The detection of groundwater pollution sources is an important but a very difficult task. The location and magnitude of groundwater pollution sources can be identified using inverse optimization technique. The technique is also known as simulation-optimization approach where the aquifer simulation model is incorporated with the optimization model for finding the unknown pollution sources in an aquifer. The efficiency of the simulation-optimization model is highly related to the performance of the simulation model. This study develops three improved methodologies for identification of unknown groundwater pollution sources. In the first approach, the groundwater modeling system (GMS) is linked with the optimization model for solving source identification problem. The optimization model is solved using the direct-search method. The incorporation of GMS with the optimization model allows for the solving of a bigger real-world pollution source identification problem.

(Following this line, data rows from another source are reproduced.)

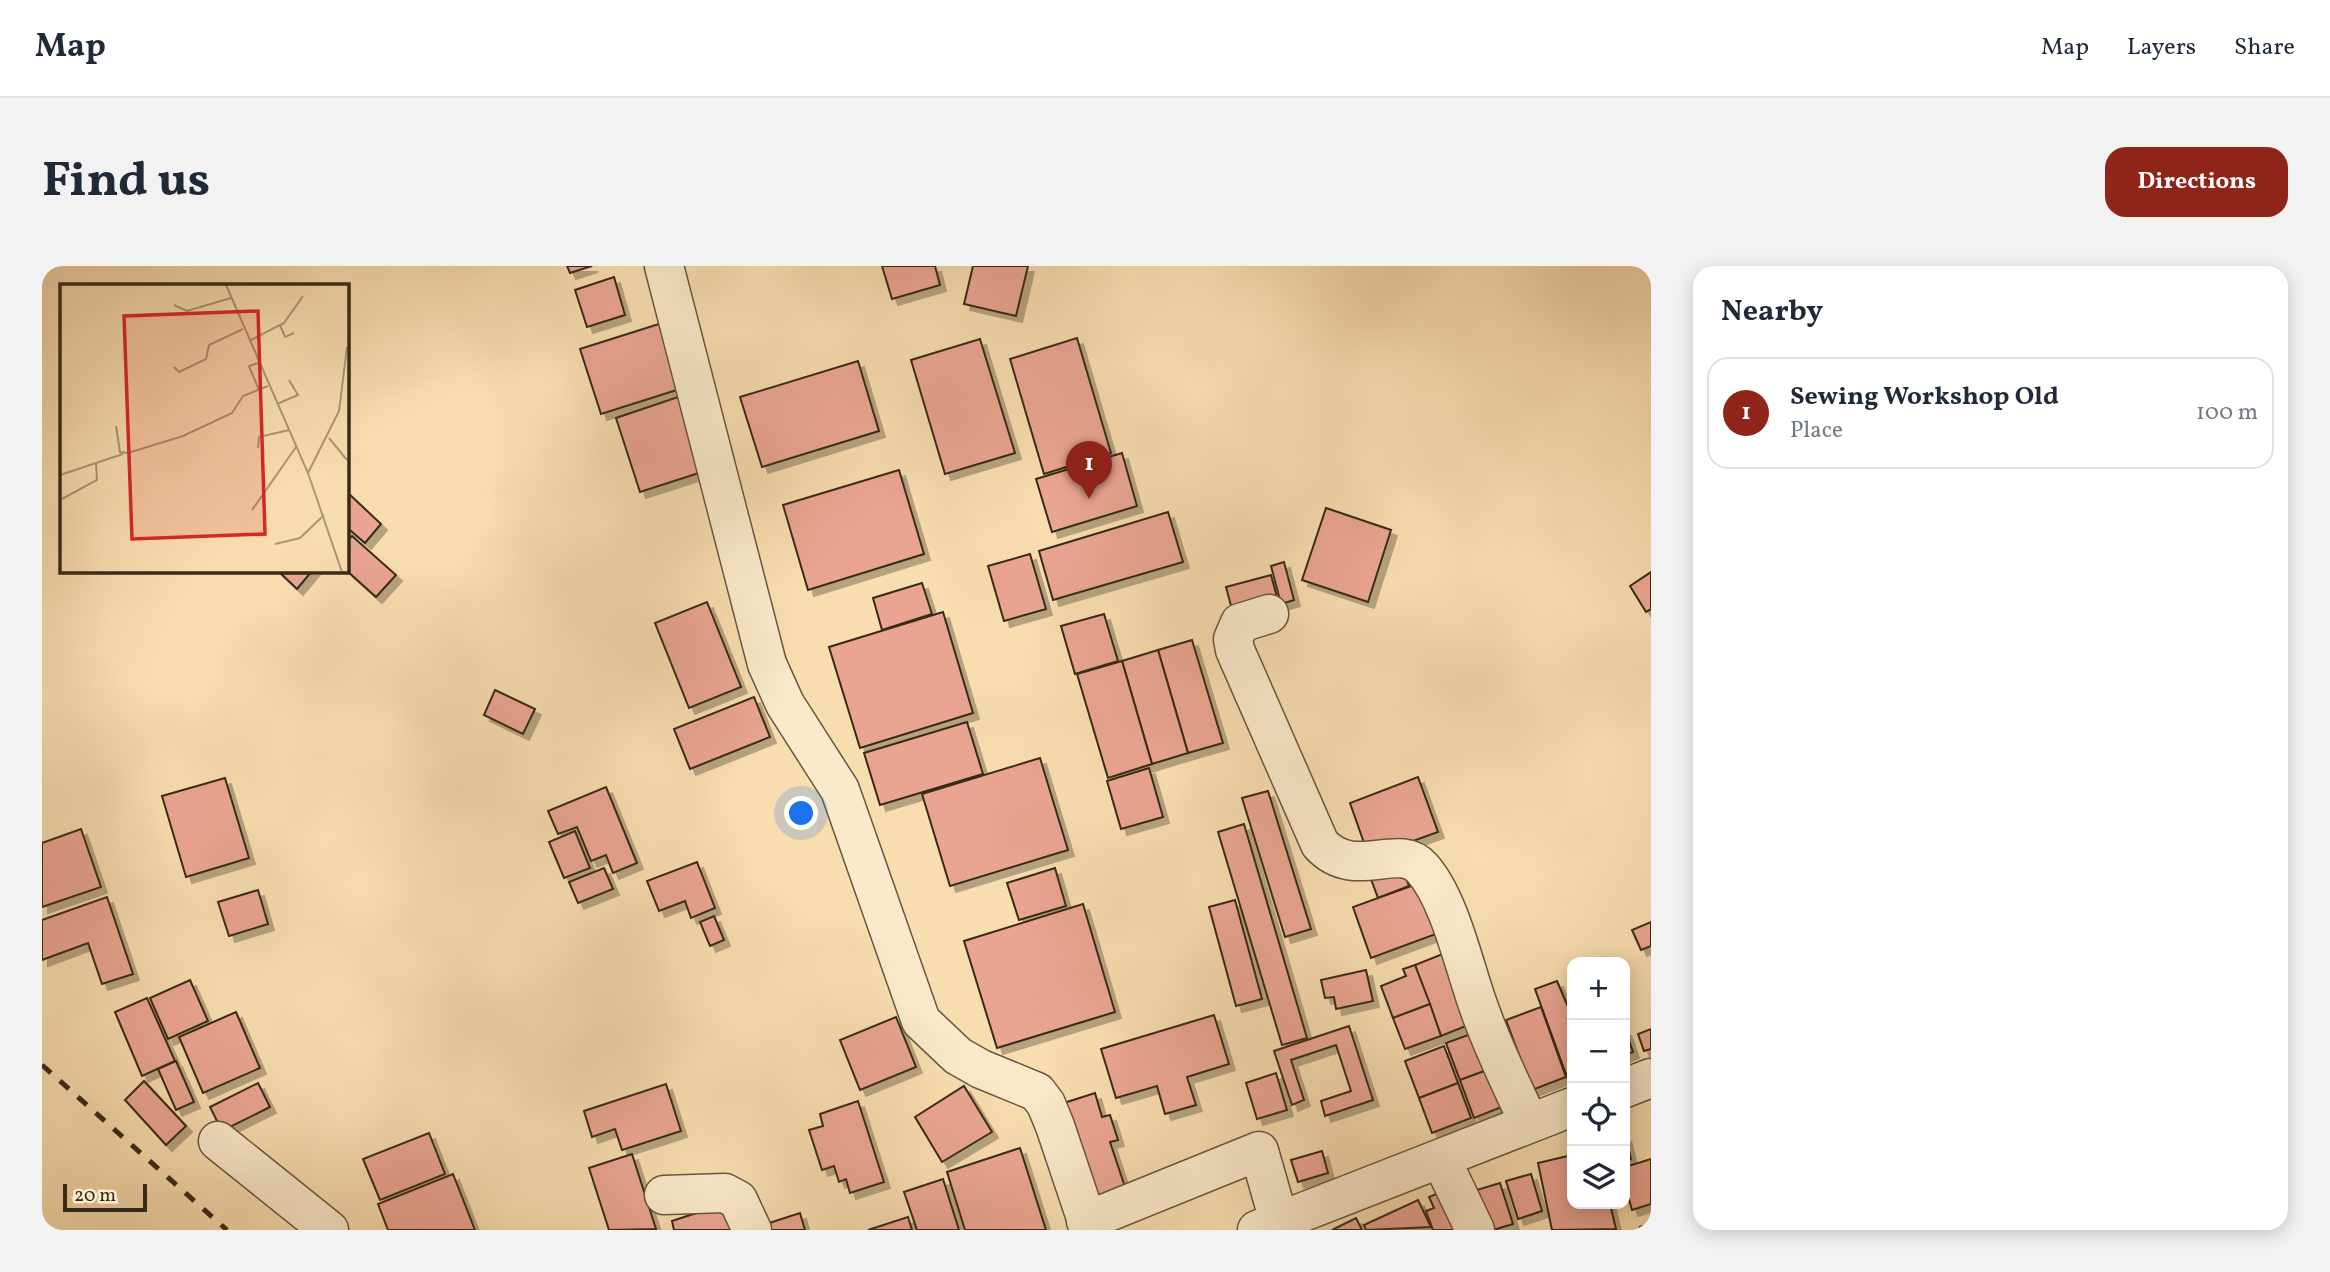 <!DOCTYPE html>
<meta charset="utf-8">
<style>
body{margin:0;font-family:Vollkorn,serif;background:#f2f2f3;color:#1f2937}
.controls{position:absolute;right:21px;bottom:21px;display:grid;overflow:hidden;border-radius:14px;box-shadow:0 4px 18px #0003}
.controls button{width:63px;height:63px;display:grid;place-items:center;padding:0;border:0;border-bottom:2px solid #e0e1e3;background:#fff;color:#1f2937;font:35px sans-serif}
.scale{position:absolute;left:21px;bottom:18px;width:84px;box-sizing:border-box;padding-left:7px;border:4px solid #382a18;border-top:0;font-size:19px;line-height:24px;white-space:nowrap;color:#382a18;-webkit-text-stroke:5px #fae9cb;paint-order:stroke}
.you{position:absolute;left:760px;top:548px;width:24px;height:24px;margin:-18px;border:5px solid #fff;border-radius:50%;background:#1a73e8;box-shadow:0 0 0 10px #1a73e833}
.badge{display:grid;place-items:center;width:46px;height:46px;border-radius:50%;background:#8f2418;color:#fff;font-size:23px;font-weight:700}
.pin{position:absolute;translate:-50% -58px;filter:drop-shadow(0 2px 4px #0008)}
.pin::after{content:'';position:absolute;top:37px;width:24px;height:21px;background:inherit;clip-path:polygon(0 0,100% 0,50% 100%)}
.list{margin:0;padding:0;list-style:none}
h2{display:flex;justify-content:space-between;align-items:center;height:91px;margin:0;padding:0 28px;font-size:30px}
h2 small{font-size:23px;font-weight:400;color:#747a83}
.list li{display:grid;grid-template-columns:46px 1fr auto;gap:21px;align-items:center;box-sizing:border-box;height:112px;margin:0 14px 14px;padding:0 14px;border:2px solid #e0e1e3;border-radius:21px}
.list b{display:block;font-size:26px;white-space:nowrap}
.list p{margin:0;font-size:23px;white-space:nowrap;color:#747a83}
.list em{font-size:23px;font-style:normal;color:#747a83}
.icon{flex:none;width:38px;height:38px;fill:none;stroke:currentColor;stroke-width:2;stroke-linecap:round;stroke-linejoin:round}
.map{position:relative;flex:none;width:1609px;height:964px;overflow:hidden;border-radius:21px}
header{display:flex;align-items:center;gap:42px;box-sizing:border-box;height:98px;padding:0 35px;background:#fff;border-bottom:2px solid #e0e1e3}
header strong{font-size:33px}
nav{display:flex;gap:38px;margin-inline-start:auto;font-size:24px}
.intro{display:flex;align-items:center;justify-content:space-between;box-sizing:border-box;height:168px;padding:0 42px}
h1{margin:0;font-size:49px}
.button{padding:18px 32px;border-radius:21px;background:#8f2418;color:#fff;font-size:24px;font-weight:700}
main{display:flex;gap:42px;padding:0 42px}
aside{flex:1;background:#fff;border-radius:21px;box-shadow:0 4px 18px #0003}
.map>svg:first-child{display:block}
.building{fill:#eaa592;stroke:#382a18;stroke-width:2;filter:url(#shadow)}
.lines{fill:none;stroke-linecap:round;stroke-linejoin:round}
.minor-casing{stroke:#68573e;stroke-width:41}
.minor{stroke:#fae9cb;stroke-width:38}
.rail{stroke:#382a18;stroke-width:5;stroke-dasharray:12 12;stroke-linecap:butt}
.inset-road{fill:none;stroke:#ab9573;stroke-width:2}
.view{fill:#d62828;fill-opacity:0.15;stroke:#d62828;stroke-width:3.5}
.inset-edge{fill:none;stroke:#382a18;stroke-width:3.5}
</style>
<header>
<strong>Map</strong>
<nav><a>Map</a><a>Layers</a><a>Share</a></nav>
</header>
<div class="intro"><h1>Find us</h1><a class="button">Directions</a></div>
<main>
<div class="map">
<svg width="1609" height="964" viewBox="0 0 1609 964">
<defs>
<filter id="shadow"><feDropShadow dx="6" dy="6" stdDeviation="0" flood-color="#0004"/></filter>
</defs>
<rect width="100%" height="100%" fill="#f8ddaf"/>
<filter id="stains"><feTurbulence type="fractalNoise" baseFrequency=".00286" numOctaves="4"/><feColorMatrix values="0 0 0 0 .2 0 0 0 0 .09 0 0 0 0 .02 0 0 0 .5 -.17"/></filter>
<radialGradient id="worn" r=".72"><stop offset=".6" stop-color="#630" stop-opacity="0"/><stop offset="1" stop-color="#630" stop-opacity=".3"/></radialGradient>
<g class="building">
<path d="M525,0H550L528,7Z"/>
<path d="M840,0H893L898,19L850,33Z"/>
<path d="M931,0H986L974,50L922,38Z"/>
<path d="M572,11L583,49L545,61L533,24Z"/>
<path d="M620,57L641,122L559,148L538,83Z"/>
<path d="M1035,72L1069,187L1002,208L968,93Z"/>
<path d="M938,73L973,187L903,208L869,94Z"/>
<path d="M816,95L837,165L720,201L698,131Z"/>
<path d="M636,131L660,206L598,226L574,152Z"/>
<path d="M1080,187L1095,240L1010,266L994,213Z"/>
<path d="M857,204L882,288L766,324L741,239Z"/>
<path d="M305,226L339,258L323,277L308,264L304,268Z"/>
<path d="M1284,242L1349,264L1326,336L1260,314Z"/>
<path d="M1126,246L1141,296L1011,334L997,285Z"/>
<path d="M310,270L354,309L334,331L304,304V276Z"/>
<path d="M988,288L1004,343L962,355L946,300Z"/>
<path d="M1242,296L1252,334L1239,338L1229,300Z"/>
<path d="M235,304H271L255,323Z"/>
<path d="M1609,306V343L1604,346L1588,320Z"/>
<path d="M1229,309L1237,339L1192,351L1184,321Z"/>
<path d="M880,317L890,348L840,364L831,332Z"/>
<path d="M665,336L699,421L647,442L613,357Z"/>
<path d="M901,346L931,447L818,482L787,381Z"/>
<path d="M1062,348L1076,395L1033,408L1019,360Z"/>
<path d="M1150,374L1181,477L1146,487L1116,384Z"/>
<path d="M1116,384L1146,487L1110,498L1080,395Z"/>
<path d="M1080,395L1110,498L1066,512L1035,408Z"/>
<path d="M453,424L493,443L481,468L442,449Z"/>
<path d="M712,431L728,471L648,503L632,463Z"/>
<path d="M925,456L941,508L838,539L822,487Z"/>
<path d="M998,492L1026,584L908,620L880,528Z"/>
<path d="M1107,502L1121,551L1079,563L1065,515Z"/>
<path d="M1376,511L1396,566L1327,591L1308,537Z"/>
<path d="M183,512L207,592L144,611L120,530Z"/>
<path d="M564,521L595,597L571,607L564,589L549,595L535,561L516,568L506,545Z"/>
<path d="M1226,525L1269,663L1243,671L1200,532Z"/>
<path d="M1202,558L1265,772L1240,779L1176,566Z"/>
<path d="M39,563L59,621L0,641V577Z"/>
<path d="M533,565L548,602L522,612L507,576Z"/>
<path d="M655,596L673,642L649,652L643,635L617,645L605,615Z"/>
<path d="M562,602L571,623L536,637L527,616Z"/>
<path d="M1013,602L1024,640L977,654L965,617Z"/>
<path d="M1360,602L1367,620L1336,632L1329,613Z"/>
<path d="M1383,615L1402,665L1329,692L1311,641Z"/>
<path d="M216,624L226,658L187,670L176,636Z"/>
<path d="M65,631L91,708L60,718L46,677L0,694V654Z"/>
<path d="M1193,634L1220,733L1194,740L1167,641Z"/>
<path d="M1041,638L1073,746L955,782L922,675Z"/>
<path d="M672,650L682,674L668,680L658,656Z"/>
<path d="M1609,656V680L1599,684L1590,664Z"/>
<path d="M1403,687L1429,758L1399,770L1373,699Z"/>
<path d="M1373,699L1388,738L1351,752L1339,720L1364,710L1361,703Z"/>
<path d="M1324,704L1331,735L1294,743L1292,731L1283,732L1279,714Z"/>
<path d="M148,714L166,755L126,773L108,732Z"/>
<path d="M1515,715L1530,750V809L1525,811L1493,723Z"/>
<path d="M105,732L133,795L100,810L73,746Z"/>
<path d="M1388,738L1399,770L1363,783L1351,752Z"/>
<path d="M1499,741L1524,811L1490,824L1464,754Z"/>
<path d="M194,746L218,802L161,827L137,771Z"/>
<path d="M1172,749L1187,798L1145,811L1154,839L1123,848L1115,820L1074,832L1059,783Z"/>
<path d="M854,751L874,801L818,824L798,774Z"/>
<path d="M1307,760L1331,834L1283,850L1279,835L1309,825L1294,779L1249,794L1262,834L1250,839L1232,785Z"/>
<path d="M1583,763L1591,786L1583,789Z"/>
<path d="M1609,763V783L1602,785L1596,768Z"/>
<path d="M1440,764L1453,801L1418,814L1404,777Z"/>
<path d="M1402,780L1416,817L1377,832L1363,795Z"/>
<path d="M134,795L152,836L134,844L116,803Z"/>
<path d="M1453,801L1467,838L1432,852L1418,814Z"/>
<path d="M1234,807L1245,844L1215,853L1204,817Z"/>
<path d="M102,815L144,860L124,879L83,834Z"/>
<path d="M216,817L228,841L180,865L168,841Z"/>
<path d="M1416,817L1429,852L1390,867L1377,832Z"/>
<path d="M624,818L639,865L580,884L573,863L550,871L542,845Z"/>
<path d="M922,820L950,866L900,896L873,851Z"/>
<path d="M1053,827L1060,851L1068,849L1076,874L1068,876L1084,924L1053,934L1022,837Z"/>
<path d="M816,835L842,916L808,927L804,913L797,916L792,900L780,904L767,864L781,860L778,848Z"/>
<path d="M387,867L403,908L338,934L321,893Z"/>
<path d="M1583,869L1589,893L1583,895Z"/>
<path d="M978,882L1004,964H923L905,906Z"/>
<path d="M1280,885L1286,907L1256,916L1249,894Z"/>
<path d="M590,888L614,963L567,964L547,902Z"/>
<path d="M1530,889V938H1568L1574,963L1510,964L1496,897Z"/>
<path d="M1609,893V938L1590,944L1583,919V901Z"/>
<path d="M411,908L433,964H346L336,938Z"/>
<path d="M1489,908L1500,945L1476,953L1464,915Z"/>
<path d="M901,913L917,964H875L862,926Z"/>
<path d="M1458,917L1471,958L1451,964L1428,926Z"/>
<path d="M1407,923L1422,964H1391L1384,945L1392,942L1387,931Z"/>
<path d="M1376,934L1389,961L1324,964L1322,959Z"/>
<path d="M685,937L694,964H632L630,955Z"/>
<path d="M758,947L763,964H719L718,960Z"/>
<path d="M866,951L870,964H826Z"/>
<path d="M1314,952L1320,964H1290Z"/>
<path d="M1609,958V964H1599L1598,961Z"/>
</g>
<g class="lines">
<g class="minor-casing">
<g id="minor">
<path d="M622,0L725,398L743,438L798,524L879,755L916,790L939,803L995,826L1004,838L1013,860L1048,964"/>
<path d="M1227,348L1198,357L1191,373L1193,384L1278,578C1313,616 1356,575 1380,602C1410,636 1423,707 1440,750C1453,786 1471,822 1487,857"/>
<path d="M1583,822L1609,812"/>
<path d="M176,875L287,964"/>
<path d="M1399,893L1433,964"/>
<path d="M622,929L683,927L696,934L710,964"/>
<path d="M1044,955L1217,885L1237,955"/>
<path d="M1215,964L1530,841"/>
</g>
</g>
<use href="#minor" class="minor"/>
<path class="rail" d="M0,799L185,964"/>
</g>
<g transform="translate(18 18)">
<rect width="289" height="289" fill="#f8ddaf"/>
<path class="inset-road" d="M166,1L248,189L282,288M114,21L127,27L171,14M220,41L225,53L234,49M189,57L224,39L243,12M198,79L189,82L199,106M114,83L119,88L146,75L149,61L183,45M217,120L238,111L229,96M56,142L60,168L68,169L123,152L172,129L183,112L208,102M269,154L287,176M198,164L199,153L229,146M248,189L279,127L287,63M0,191L63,170M0,216L37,196L36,179M192,226L236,163M215,260L240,254L264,231"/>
<path class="view" d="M198,27L205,250L72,255L64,32Z"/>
<rect width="289" height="289" class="inset-edge"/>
</g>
<rect width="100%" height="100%" filter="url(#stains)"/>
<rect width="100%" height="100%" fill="url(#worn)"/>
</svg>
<div class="controls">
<button>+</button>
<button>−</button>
<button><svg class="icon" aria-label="locate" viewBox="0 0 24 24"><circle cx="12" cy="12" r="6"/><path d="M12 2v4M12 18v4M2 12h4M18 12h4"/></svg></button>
<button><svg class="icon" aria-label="layers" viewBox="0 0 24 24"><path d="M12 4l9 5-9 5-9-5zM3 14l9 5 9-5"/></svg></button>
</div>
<div class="scale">20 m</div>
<div class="you"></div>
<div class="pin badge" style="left:1047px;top:233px">1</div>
</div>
<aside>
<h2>Nearby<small></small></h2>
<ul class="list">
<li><span class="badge">1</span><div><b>Sewing Workshop Old</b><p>Place</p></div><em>100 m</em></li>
</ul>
</aside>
</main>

The challenge of this approach is the linking of the external simulator GMS with the optimization model. This has been overcome by executing GMS in the Matlab environment. The main drawback of the approach is that the approach is computationally extensive. For reducing the computational time, the second approach uses the artificial neural networks (ANN) model to simulate the flow and transport processes of aquifer. The ANN model is then externally linked with the optimization model. This approach drastically reduces the computational time of the simulation-optimization model. The problem that was solved in few days can now be solved in a few hours. However, most of the time, it yields only the near optimal solution. Therefore, in the third approach, a hybrid optimization approach is presented that initially solves the problem using ANN-based simulation-optimization model. The solution obtained by the ANN-based model is then used as the initial solution for the GMS-based model. This approach is computationally more efficient than the GMS-based approach and also more accurate than the ANN-based model. The efficiency and accuracy of the proposed approaches are demonstrated using two illustrative study areas.